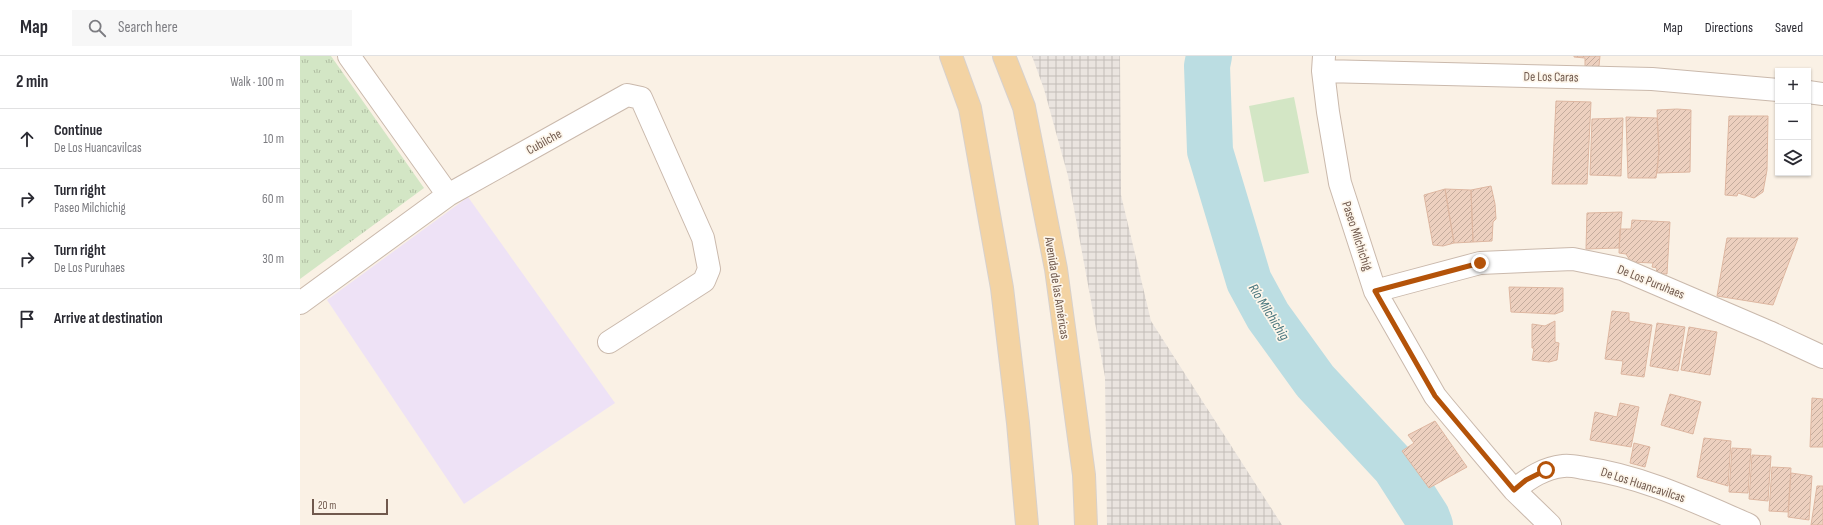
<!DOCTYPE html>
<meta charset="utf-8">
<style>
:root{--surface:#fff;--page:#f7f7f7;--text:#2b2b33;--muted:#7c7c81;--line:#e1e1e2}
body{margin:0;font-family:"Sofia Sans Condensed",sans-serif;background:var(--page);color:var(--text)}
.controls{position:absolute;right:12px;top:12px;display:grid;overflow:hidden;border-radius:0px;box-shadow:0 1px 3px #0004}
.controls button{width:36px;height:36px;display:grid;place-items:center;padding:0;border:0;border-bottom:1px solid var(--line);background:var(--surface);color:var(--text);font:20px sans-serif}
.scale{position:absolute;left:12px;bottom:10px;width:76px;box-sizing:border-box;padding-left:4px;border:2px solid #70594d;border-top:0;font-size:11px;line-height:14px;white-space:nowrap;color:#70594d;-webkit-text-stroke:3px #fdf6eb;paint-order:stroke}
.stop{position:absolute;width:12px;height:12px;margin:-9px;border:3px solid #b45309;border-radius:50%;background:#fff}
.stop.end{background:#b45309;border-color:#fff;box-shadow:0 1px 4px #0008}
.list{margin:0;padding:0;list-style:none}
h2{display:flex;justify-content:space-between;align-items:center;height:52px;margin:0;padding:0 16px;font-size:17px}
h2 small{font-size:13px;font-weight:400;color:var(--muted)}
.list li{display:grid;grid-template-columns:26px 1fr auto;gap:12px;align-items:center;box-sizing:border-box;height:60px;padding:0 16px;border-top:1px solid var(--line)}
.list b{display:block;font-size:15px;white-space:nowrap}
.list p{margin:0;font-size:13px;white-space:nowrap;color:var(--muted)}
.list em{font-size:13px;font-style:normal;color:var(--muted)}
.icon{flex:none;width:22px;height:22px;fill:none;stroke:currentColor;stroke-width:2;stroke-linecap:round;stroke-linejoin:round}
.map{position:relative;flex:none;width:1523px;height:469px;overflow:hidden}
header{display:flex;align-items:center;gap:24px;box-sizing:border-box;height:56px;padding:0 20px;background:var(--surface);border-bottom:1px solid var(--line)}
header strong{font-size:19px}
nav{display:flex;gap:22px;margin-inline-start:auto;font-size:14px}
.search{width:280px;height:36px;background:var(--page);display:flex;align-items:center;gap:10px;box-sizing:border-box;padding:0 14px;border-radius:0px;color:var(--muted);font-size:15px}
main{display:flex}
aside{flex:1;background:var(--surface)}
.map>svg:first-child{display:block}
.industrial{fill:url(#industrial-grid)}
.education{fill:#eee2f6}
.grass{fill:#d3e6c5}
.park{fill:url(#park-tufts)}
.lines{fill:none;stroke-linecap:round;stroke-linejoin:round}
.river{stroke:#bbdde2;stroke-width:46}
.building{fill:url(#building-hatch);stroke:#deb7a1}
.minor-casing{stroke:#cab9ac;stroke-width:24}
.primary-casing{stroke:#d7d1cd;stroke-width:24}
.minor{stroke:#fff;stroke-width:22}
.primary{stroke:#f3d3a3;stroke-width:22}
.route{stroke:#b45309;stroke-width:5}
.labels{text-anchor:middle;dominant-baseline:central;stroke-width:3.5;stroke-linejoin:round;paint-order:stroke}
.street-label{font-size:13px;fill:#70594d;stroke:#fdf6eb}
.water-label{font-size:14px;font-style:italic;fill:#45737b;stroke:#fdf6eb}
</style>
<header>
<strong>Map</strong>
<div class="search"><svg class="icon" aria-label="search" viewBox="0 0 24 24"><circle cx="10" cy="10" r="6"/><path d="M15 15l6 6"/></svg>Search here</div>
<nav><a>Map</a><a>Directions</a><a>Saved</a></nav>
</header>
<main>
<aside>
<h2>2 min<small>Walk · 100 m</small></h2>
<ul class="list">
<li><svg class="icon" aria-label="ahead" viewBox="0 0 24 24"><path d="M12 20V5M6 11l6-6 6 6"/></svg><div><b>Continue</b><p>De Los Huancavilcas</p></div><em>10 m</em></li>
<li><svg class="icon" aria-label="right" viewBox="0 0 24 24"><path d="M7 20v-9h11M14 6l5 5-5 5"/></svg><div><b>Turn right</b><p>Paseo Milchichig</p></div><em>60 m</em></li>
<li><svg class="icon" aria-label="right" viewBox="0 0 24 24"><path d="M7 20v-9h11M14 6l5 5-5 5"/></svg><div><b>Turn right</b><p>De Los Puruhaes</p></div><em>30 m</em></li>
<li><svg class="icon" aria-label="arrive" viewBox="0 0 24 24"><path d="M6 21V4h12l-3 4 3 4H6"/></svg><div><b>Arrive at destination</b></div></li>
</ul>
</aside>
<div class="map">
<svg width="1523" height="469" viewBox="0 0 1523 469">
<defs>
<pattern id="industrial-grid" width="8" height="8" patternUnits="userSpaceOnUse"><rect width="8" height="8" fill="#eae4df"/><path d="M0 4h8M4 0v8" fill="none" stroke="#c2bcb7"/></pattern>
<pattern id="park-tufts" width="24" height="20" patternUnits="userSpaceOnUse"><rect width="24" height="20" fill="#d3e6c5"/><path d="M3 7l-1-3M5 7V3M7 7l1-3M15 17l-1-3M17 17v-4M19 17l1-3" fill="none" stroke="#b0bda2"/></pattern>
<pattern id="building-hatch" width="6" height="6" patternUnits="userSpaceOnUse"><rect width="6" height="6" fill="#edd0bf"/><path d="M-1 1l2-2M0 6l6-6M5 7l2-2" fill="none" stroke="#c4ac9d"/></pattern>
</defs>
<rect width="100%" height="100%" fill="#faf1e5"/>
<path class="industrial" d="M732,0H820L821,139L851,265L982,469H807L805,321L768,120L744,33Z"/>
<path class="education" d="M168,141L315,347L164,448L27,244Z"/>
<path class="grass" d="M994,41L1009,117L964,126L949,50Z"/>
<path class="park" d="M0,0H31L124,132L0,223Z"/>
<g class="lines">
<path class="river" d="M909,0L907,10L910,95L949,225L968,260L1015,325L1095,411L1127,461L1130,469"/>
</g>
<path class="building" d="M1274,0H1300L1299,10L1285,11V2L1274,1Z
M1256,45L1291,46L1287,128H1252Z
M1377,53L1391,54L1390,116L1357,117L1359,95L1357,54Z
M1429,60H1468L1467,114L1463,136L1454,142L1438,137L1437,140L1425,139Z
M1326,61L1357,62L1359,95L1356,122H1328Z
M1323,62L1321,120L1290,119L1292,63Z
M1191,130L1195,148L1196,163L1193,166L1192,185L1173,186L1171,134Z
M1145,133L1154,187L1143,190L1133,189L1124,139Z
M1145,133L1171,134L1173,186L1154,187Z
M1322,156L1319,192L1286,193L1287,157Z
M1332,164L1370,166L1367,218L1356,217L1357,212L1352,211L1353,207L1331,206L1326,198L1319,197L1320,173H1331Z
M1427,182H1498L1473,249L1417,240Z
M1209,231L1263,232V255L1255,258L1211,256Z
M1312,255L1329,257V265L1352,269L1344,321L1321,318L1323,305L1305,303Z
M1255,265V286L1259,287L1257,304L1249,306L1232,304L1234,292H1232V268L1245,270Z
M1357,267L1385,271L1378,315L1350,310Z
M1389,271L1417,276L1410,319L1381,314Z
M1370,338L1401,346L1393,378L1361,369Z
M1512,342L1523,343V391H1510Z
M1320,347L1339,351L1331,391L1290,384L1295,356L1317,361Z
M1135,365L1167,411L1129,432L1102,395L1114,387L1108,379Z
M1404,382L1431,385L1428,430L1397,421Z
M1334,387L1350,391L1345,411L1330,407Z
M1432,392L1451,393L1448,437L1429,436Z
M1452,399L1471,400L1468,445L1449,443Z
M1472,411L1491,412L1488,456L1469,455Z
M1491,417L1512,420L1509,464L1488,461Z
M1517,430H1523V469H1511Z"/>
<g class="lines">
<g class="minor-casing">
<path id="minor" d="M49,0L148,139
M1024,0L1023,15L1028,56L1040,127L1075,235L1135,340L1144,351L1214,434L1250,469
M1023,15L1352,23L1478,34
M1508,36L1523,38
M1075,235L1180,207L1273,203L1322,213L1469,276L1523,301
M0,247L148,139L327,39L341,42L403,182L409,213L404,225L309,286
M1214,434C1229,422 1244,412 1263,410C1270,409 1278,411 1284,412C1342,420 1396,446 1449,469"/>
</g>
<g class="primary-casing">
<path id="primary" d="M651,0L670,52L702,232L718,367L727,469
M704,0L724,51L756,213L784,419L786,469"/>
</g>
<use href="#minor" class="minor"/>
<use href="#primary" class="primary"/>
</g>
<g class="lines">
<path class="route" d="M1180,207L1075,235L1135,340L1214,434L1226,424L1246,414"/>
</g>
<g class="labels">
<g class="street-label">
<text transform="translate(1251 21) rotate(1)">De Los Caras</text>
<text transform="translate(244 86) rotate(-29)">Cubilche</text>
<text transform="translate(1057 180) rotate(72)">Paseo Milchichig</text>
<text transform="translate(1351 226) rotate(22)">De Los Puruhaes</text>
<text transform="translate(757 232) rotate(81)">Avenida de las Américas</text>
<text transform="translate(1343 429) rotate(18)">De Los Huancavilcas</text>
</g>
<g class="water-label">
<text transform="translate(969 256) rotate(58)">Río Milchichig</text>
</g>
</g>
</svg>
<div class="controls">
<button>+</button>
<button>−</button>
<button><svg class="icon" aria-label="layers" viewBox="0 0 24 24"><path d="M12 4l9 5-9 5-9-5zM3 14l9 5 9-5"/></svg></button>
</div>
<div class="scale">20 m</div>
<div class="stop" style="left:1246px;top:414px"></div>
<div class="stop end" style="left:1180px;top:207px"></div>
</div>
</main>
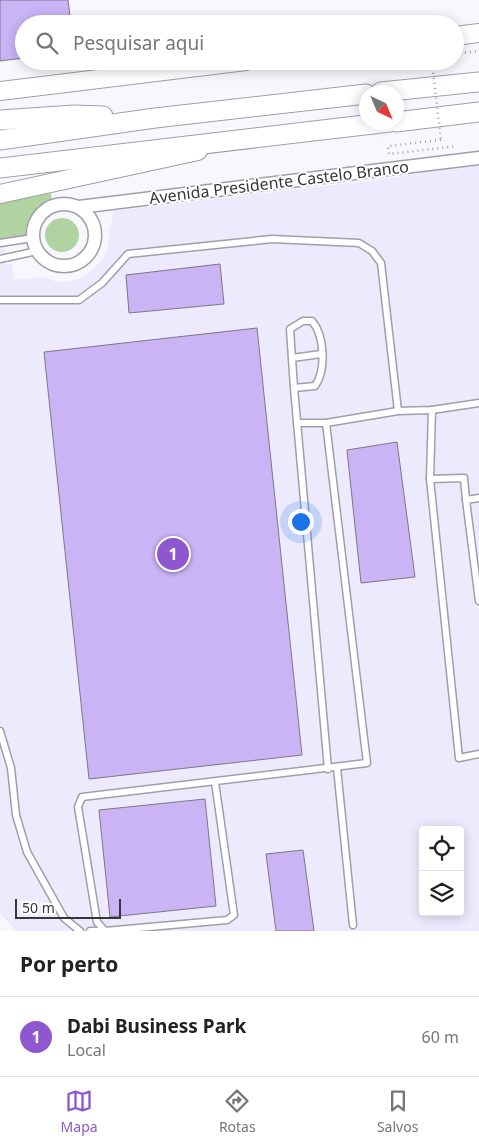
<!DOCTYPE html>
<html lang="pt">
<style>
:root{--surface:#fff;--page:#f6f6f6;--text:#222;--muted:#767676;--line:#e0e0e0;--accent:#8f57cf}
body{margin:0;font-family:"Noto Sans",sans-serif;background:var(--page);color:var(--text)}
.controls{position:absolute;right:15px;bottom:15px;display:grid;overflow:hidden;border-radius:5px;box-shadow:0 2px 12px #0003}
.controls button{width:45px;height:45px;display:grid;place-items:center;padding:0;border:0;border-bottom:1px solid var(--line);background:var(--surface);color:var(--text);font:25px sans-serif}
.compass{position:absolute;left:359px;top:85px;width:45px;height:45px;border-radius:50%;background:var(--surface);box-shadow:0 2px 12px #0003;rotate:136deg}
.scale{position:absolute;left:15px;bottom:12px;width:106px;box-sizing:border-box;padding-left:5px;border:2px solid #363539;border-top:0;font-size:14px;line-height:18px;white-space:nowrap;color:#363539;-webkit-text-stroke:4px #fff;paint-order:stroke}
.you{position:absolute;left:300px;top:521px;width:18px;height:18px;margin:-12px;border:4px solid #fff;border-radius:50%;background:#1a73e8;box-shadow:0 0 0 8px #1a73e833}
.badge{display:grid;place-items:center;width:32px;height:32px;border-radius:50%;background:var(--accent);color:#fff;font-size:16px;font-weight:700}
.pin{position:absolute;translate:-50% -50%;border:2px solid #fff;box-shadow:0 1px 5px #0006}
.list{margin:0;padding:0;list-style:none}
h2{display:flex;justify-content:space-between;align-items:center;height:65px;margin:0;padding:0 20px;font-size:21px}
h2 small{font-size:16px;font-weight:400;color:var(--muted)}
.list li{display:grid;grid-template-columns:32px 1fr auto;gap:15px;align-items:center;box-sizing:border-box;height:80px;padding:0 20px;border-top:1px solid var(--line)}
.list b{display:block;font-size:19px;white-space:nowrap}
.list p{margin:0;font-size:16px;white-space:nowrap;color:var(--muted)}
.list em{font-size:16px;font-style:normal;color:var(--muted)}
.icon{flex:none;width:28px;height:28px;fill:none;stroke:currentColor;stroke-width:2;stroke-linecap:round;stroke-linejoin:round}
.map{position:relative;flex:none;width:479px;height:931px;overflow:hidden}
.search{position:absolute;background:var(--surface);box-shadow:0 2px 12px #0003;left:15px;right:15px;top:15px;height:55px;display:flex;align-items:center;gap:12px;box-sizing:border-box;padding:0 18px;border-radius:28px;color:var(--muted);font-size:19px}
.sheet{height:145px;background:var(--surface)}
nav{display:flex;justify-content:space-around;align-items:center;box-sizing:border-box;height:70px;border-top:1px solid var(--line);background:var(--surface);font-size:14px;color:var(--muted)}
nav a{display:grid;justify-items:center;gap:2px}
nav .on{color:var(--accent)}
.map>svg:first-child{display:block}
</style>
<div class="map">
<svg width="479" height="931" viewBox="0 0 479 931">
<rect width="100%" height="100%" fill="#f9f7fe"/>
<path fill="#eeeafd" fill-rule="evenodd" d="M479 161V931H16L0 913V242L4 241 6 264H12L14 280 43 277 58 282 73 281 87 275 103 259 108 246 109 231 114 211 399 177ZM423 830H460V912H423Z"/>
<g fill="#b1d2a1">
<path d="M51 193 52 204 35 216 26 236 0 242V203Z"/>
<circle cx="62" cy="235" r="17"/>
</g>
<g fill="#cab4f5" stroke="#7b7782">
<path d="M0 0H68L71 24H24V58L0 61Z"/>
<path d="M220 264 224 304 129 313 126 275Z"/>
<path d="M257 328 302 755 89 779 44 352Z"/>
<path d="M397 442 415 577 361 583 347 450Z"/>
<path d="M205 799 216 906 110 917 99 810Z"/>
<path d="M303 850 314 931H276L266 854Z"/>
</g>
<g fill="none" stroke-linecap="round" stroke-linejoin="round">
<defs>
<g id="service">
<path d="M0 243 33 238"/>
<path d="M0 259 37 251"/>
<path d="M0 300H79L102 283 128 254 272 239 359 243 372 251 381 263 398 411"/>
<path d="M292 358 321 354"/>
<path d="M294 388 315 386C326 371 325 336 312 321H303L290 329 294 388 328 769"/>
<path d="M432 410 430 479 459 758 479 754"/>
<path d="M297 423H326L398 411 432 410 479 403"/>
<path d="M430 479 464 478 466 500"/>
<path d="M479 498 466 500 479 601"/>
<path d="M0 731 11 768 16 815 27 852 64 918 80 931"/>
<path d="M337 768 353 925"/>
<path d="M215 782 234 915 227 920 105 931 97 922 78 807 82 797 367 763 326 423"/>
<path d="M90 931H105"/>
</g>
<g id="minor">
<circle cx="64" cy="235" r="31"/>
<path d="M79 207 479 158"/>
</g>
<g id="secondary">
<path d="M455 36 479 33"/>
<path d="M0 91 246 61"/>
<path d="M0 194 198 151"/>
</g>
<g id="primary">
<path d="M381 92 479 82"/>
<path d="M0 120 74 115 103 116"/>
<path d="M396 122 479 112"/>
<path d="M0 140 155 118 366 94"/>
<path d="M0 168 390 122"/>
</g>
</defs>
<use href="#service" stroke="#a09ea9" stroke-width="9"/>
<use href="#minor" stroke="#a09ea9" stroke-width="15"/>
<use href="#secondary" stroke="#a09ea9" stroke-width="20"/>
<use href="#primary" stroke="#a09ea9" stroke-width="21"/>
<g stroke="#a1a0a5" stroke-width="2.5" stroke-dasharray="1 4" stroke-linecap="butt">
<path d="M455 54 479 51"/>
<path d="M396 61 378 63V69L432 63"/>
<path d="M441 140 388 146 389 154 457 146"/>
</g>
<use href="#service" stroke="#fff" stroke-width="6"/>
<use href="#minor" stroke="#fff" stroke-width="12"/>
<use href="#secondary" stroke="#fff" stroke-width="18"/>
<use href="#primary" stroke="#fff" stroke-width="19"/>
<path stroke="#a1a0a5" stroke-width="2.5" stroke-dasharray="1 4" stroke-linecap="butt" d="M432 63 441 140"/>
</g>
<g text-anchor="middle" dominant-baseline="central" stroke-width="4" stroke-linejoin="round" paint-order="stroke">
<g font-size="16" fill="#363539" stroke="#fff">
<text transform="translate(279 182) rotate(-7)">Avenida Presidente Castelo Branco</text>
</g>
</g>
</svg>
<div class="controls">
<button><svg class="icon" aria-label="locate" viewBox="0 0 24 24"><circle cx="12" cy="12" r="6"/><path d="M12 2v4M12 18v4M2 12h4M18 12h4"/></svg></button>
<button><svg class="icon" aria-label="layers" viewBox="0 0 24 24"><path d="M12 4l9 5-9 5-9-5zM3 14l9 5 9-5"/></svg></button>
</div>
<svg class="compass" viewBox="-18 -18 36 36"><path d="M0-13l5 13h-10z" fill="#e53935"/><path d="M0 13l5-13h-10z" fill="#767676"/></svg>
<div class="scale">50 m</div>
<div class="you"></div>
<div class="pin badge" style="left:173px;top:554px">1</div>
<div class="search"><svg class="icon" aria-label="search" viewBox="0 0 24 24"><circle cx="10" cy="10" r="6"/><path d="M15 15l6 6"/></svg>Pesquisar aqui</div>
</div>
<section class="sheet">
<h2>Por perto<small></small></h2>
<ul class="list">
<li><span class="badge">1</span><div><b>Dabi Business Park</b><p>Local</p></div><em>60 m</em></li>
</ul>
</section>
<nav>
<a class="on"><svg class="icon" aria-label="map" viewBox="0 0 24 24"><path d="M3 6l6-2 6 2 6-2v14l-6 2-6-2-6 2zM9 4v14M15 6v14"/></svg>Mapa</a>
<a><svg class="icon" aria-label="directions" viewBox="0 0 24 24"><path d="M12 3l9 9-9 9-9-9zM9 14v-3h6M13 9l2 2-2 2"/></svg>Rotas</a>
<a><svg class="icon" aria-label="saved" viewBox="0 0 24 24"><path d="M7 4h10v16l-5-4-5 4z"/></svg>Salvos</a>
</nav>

-=-=-=-=-

- _Exercise objective_: For the entries, state the number of lines that include the string "body". Add no other words.

- _Task response_: 2